Breaking the impasse were the closed-door talks by leaders who came up with the Copenhagen Accord.
As a group, G-77 & China was frustrated at the deal and how it was reached, said Bernarditas de Castro Muller of the Philippines, a spokeswoman for the bloc. She complained that the long-standing UN negotiations on climate change, involving representatives of 193 countries, got trumped by a backroom deal put together by a handful of world leaders. “We were diverted by processes beyond our control,” she said.
The Copenhagen Accord is “a strong strike against multilateralism and the democratic principles in the UN system,” said Guillermo Kerber, program executive on climate change for the World Council of Churches, a fellowship of nearly 350 Christian churches in 120 countries.
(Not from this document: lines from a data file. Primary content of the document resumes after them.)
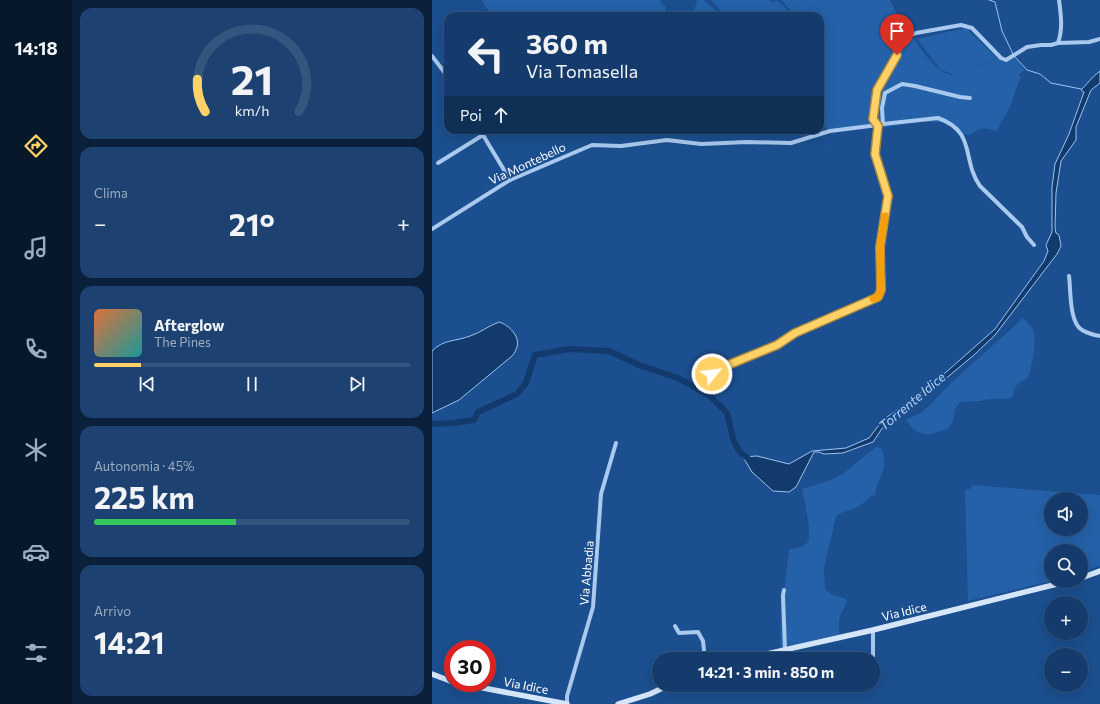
<!DOCTYPE html>
<html lang="it">
<head>
<meta charset="utf-8">
<style>
	:root { --surface:#143b6b; --page:#1d4271; --text:#f1f3f6; --muted:#9dadc1; --line:#33557e; --accent:#ffd166 }
	body { margin:0; font-family:Commissioner,sans-serif; background:var(--page); color:var(--text); height:100vh; display:flex; flex-direction:column; font-size:15px; white-space:nowrap }
	* { box-sizing:border-box; margin:0 }
	p { font-size:13px; color:var(--muted) }
	.icon { flex:none; width:22px; height:22px; fill:none; stroke:currentColor; stroke-width:2; stroke-linecap:round; stroke-linejoin:round }
	.map { position:relative; flex:1; overflow:hidden }
	.sheet { display:flex; flex-direction:column; gap:8px; padding:8px; background:#0b203b; width:360px }
	.sheet>* { flex:none }
	.top-card { position:absolute; left:12px; top:12px; width:380px; height:122px; border-radius:12px; box-shadow:0 4px 16px #0002,0 0 0 1px var(--line); background:#143b6b; color:var(--text); overflow:hidden }
	.controls { position:absolute; left:612px; top:492px; display:grid; gap:8px }
	.controls a { display:grid; place-items:center; width:44px; height:44px; border-radius:50%; background:var(--surface); box-shadow:0 4px 16px #0002,0 0 0 1px var(--line); font-size:20px }
	.speed { position:absolute; left:12px; top:640px; display:flex; gap:8px; font-size:20px; font-weight:700; text-align:center }
	.speed>* { display:grid; place-content:center; width:52px; height:52px; border-radius:50%; background:var(--surface); box-shadow:0 4px 16px #0002,0 0 0 1px var(--line); line-height:1 }
	.speed .limit { border:6px solid #d22; background:#fff; color:#111 }
	.pin { position:absolute; display:grid; place-items:center; width:34px; height:34px; color:#fff; margin:-41px -17px; border-radius:50% 50% 50% 0; rotate:-45deg; box-shadow:0 0 4px #0007 }
	.pin .icon { rotate:45deg }
	.me { position:absolute; width:44px; margin:-22px; rotate:61deg; stroke-linejoin:round; filter:drop-shadow(0 0 3px #0008) }
	.turn { display:flex; align-items:center; gap:14px; height:84px; padding:0 16px; font-size:18px }
	.turn .icon { width:52px; height:52px; stroke-width:2.5 }
	.turn b { display:block; font-size:28px; line-height:34px }
	.then { display:flex; align-items:center; height:38px; padding:0 16px; background:#0003; gap:8px; font-size:15px }
	.big { font-size:30px; font-weight:700; line-height:1.1 }
	.sheet .tile { flex:1; display:flex; flex-direction:column; justify-content:center; gap:6px; min-width:0; padding:0 14px; border-radius:12px; background:var(--page) }
	.sheet .dial { align-items:center; gap:0 }
	.dial svg { height:104px; overflow:visible; fill:none; stroke:var(--line); stroke-width:7; stroke-linecap:round; text-anchor:middle }
	.dial text { fill:var(--text); stroke:none }
	.song { display:flex; align-items:center; gap:12px }
	.cover { width:48px; height:48px; border-radius:6px; background:linear-gradient(135deg,hsl(20 70% 55%),hsl(180 70% 35%)) }
	.played { height:4px; border-radius:2px; background:linear-gradient(90deg,var(--accent) 15%,var(--line) 15%) }
	.keys { display:flex; justify-content:space-around; direction:ltr }
	.heat { display:flex; justify-content:space-between; align-items:center; font-size:22px; direction:ltr }
	.charge { height:6px; border-radius:3px; background:linear-gradient(90deg,#34c759 45%,var(--line) 0) }
	.trip { position:absolute; left:220px; top:652px; width:228px; height:40px; border-radius:20px; background:var(--surface); box-shadow:0 4px 16px #0002,0 0 0 1px var(--line); font-weight:700; line-height:40px; text-align:center }
	main { display:flex; flex:1; min-height:0 }
	.dock { display:flex; flex-direction:column; width:72px; justify-content:space-around; align-items:center; background:#08182b; color:var(--muted) }
	.dock .icon { width:28px; height:28px }
	.dock .current { color:var(--accent) }
	.dock b { font-size:18px; color:var(--text) }
	.map>svg:first-child { display:block }
	.green { fill:#2461a8; fill-rule:evenodd }
	.water { fill:#123a6d; stroke:#9cc4f0 }
	.lines { fill:none; stroke-linecap:round; stroke-linejoin:round }
	.stream { stroke:#9cc4f0; stroke-width:1 }
	.river { stroke:#123a6d; stroke-width:6 }
	.minor { stroke:#a9c9ee; stroke-width:4 }
	.secondary { stroke:#d6e6fa; stroke-width:5.5 }
	.route-casing { stroke:#a68842; stroke-width:10 }
	.route { stroke:#ffd166; stroke-width:7 }
	.slow { stroke:#f59e0b; stroke-width:7 }
	.labels { text-anchor:middle; dominant-baseline:central; stroke-width:4; stroke-linejoin:round; paint-order:stroke }
	.street-label { font-size:12px; fill:#fff; stroke:#1b4f8f }
	.water-label { font-size:13px; font-style:italic; fill:#b5d3f5; stroke:#1b4f8f }
</style>
</head>
<body>
<main>
<nav class="dock">
<b>14:18</b>
<svg class="icon current" aria-label="directions" viewBox="0 0 24 24"><path d="M12 3l9 9-9 9-9-9zM9 14v-3h6M13 9l2 2-2 2"/></svg>
<svg class="icon" aria-label="music" viewBox="0 0 24 24"><path d="M9 18V5l10-2v13"/><circle cx="6" cy="18" r="3"/><circle cx="16" cy="16" r="3"/></svg>
<svg class="icon" aria-label="phone" viewBox="0 0 24 24"><path d="M5 4h4l2 5-3 2q2 4 5 5l2-3 5 2v4C11 20 4 13 5 4z"/></svg>
<svg class="icon" aria-label="climate" viewBox="0 0 24 24"><path d="M12 3v18M4 7l16 10M4 17L20 7"/></svg>
<svg class="icon" aria-label="car" viewBox="0 0 24 24"><path d="M5 17H2v-5l4-1 3-4h7l3 4 3 1v5h-3M9 17h6M6 11h13"/><circle cx="7" cy="17" r="2"/><circle cx="17" cy="17" r="2"/></svg>
<svg class="icon" aria-label="filters" viewBox="0 0 24 24"><path d="M4 7h16M4 17h16"/><circle cx="9" cy="7" r="2"/><circle cx="15" cy="17" r="2"/></svg>
</nav>
<section class="sheet">
<div class="tile dial"><svg viewBox="0 0 100 80">
<path d="M14 69A42 42 0 1 1 86 69"/>
<path d="M14 69A42 42 0 0 1 8 44" stroke="#ffd166"/>
<text x="50" y="56" font-size="32" font-weight="700">21</text>
<text x="50" y="72" font-size="11">km/h</text>
</svg></div>
<div class="tile"><p>Clima</p>
<div class="heat"><a>−</a><b class="big">21°</b><a>+</a></div>
</div>
<div class="tile">
<div class="song"><i class="cover"></i><div><b>Afterglow</b><p>The Pines</p></div></div>
<div class="played"></div>
<div class="keys"><svg class="icon" aria-label="previous" viewBox="0 0 24 24"><path d="M18 5L8 12l10 7zM5 5v14"/></svg><svg class="icon" aria-label="pause" viewBox="0 0 24 24"><path d="M8 5v14M16 5v14"/></svg><svg class="icon" aria-label="next" viewBox="0 0 24 24"><path d="M6 5l10 7-10 7zM19 5v14"/></svg></div>
</div>
<div class="tile"><p>Autonomia · 45%</p><b class="big">225 km</b><div class="charge"></div></div>
<div class="tile"><p>Arrivo</p><b class="big">14:21</b></div>
</section>
<div class="map">
<svg width="668" height="704" viewBox="0 0 668 704">
	<rect width="100%" height="100%" fill="#1b4f8f"/>
	<g class="green">
		<polygon points="50,0 229,0 228,3 234,7 232,16 63,16 54,8"/>
		<polygon points="265,0 272,0 289,16 261,16"/>
		<path d="M279 0H337L340 3 345 0 358 13 359 11 349 0H458C465 13 469 27 479 39L481 38C490 50 506 76 523 75L509 70 485 39 534 28 565 58 524 75 571 56 573 59 582 57 593 70 586 75 589 77 584 89 579 105 564 132C554 125 545 130 536 136L535 134 533 135 516 124 511 122H490L459 126 453 128 440 126 400 132 388 123V16H294Z"/>
		<path d="M591 318C595 322 601 327 602 333 604 342 600 370 596 377 594 380 591 380 588 382 583 386 582 391 581 396L576 399H557L548 401 528 402C519 412 524 417 519 425 517 429 513 430 509 431 493 437 483 435 474 420L490 412 498 405 519 383Z"/>
		<path d="M444 447 449 448C453 458 454 466 449 476 447 483 443 488 443 495 437 496 435 501 430 504 422 510 413 510 404 516L392 568 393 589 399 594 414 599C414 606 412 608 409 614 406 620 407 629 408 636L348 650 349 597 352 592 357 549C363 548 371 548 375 543 381 534 372 500 370 489L399 480 412 473Z"/>
		<path d="M540 485 668 495V566L649 573V551H619L620 581 536 601 533 490 538 489ZM619 499H649V529H619Z"/>
	</g>
	<g class="water">
		<path d="M668 71V83L659 90 644 127V140L629 161 624 193 623 228 624 233 627 235 629 246 625 254 563 335 542 355 506 385 484 399 453 424 441 442 411 453 392 454 387 452H382L364 487 357 492 341 491 320 472 311 457 325 456 357 464 380 451 414 448 437 438 451 420 503 382 563 329 612 261 616 251 614 245 620 232V187L623 164 637 134 652 92 649 90C656 83 660 77 668 71Z"/>
		<path d="M67 322C77 325 88 336 85 347 84 350 82 354 80 356L27 400 0 413V351C12 339 22 342 38 336 48 333 56 326 67 322Z"/>
	</g>
	<g class="lines">
		<g class="stream">
			<polyline points="557,0 563,2 570,31 581,54"/>
			<polyline points="583,57 595,70 608,74 619,83 649,89"/>
		</g>
		<polyline class="river" points="0,424 22,423 42,420 46,412 85,394 94,383 103,355 138,349 177,351 207,365 246,378 278,396 295,413 302,442 308,452 319,461"/>
		<g class="minor">
			<path d="M626 43C631 29 629 15 627 0"/>
			<polyline points="0,56 16,77"/>
			<polyline points="451,124 450,108 453,93 470,84 483,86 528,97 538,98"/>
			<polyline points="446,125 441,119 445,90 459,67 471,43 477,36 484,33 529,25 540,28 569,58 574,60 595,47 609,45 619,45 626,43 657,42 668,39"/>
			<polyline points="48,130 78,180"/>
			<polyline points="6,163 51,135"/>
			<path d="M0 229 78 180 160 145 189 146 235 140 269 144 315 142 359 143 398 131 446 125 451 124 506 118C545 132 529 159 548 186L590 227 595 237 602 245"/>
			<path d="M637 276C639 291 637 322 650 330 655 333 662 335 668 336"/>
			<polyline points="280,374 296,365 345,345 363,333 446,297 449,290 448,247 456,196 443,154 446,125"/>
			<polyline points="352,590 351,595 353,650"/>
			<polyline points="243,626 247,633 266,632 271,641 273,659"/>
			<polyline points="441,659 441,630"/>
			<polyline points="430,685 431,685"/>
			<polyline points="135,704 135,696 161,607 169,494 184,443"/>
		</g>
		<g class="secondary">
			<polyline points="649,578 668,571"/>
			<polyline points="312,659 441,630 637,581"/>
			<polyline points="0,674 21,682"/>
			<polyline points="25,683 135,704"/>
			<polyline points="186,704 218,694 237,685"/>
		</g>
	</g>
	<g class="lines">
		<g class="route-casing">
			<polyline id="route" points="280,374 296,365 345,345 363,333 446,297 449,290 448,247 456,196 443,154 446,126 441,119 445,90 465,55"/>
		</g>
		<use href="#route" class="route"/>
		<polyline class="slow" points="441,299 446,297 449,290 448,247 453,216"/>
	</g>
	<g class="labels">
		<g class="street-label">
			<text transform="translate(95 163) rotate(-25)">Via Montebello</text>
			<text transform="translate(154 573) rotate(-85)">Via Abbadia</text>
			<text transform="translate(472 611) rotate(-14)">Via Idice</text>
			<text transform="translate(94 685) rotate(11)">Via Idice</text>
		</g>
		<g class="water-label">
			<text transform="translate(480 401) rotate(-40)">Torrente Idice</text>
		</g>
	</g>
</svg>
<div class="controls">
<a><svg class="icon" aria-label="sound" viewBox="0 0 24 24"><path d="M4 9h4l5-4v14l-5-4H4zM17 9q2 3 0 6"/></svg></a>
<a><svg class="icon" aria-label="search" viewBox="0 0 24 24"><circle cx="10" cy="10" r="6"/><path d="M15 15l6 6"/></svg></a>
<a>+</a>
<a>−</a>
</div>
<div class="speed"><div class="limit">30</div></div>
<div class="pin" style="left:465px;top:55px;background:#d93025"><svg class="icon" aria-label="arrive" viewBox="0 0 24 24"><path d="M6 21V4h12l-3 4 3 4H6"/></svg></div>
<svg class="me" style="left:280px;top:374px" viewBox="-20 -20 40 40"><circle r="17" fill="#ffd166" stroke="#fff" stroke-width="3"/><path d="M0-11L8 9 0 5-8 9z" fill="#fff"/></svg>
<div class="trip">14:21 · 3 min · 850 m</div>
<div class="top-card">
<div class="turn"><svg class="icon" aria-label="left" viewBox="0 0 24 24"><path d="M17 20v-9H6M10 6l-5 5 5 5"/></svg><div><b>360 m</b>Via Tomasella</div></div>
<div class="then">Poi<svg class="icon" aria-label="ahead" viewBox="0 0 24 24"><path d="M12 20V5M6 11l6-6 6 6"/></svg></div>
</div>
</div>
</main>
</body>
</html>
So, although UN chief Ban might be disappointed that governments missed his goal for completing a new treaty in Copenhagen, he also may have significant worries about the continued relevance of the organization he leads for climate-change matters. Countries that are major emitters of greenhouse gases have been meeting for a few years, in a process that Bush began and Obama has continued. It is foreseeable—and, likely, politically easier—for these countries to come up with their own legally binding treaty to address emissions.
But if they do so, they would bypass key global equity and environmental concerns of poor countries that have contributed nothing to global warming yet are facing its impacts, de Boer said. “Part of the reason why people went to the trouble of inventing the United Nations,” he said, “is to ensure that we address global issues like climate change equitably, taking the concerns of all into account.”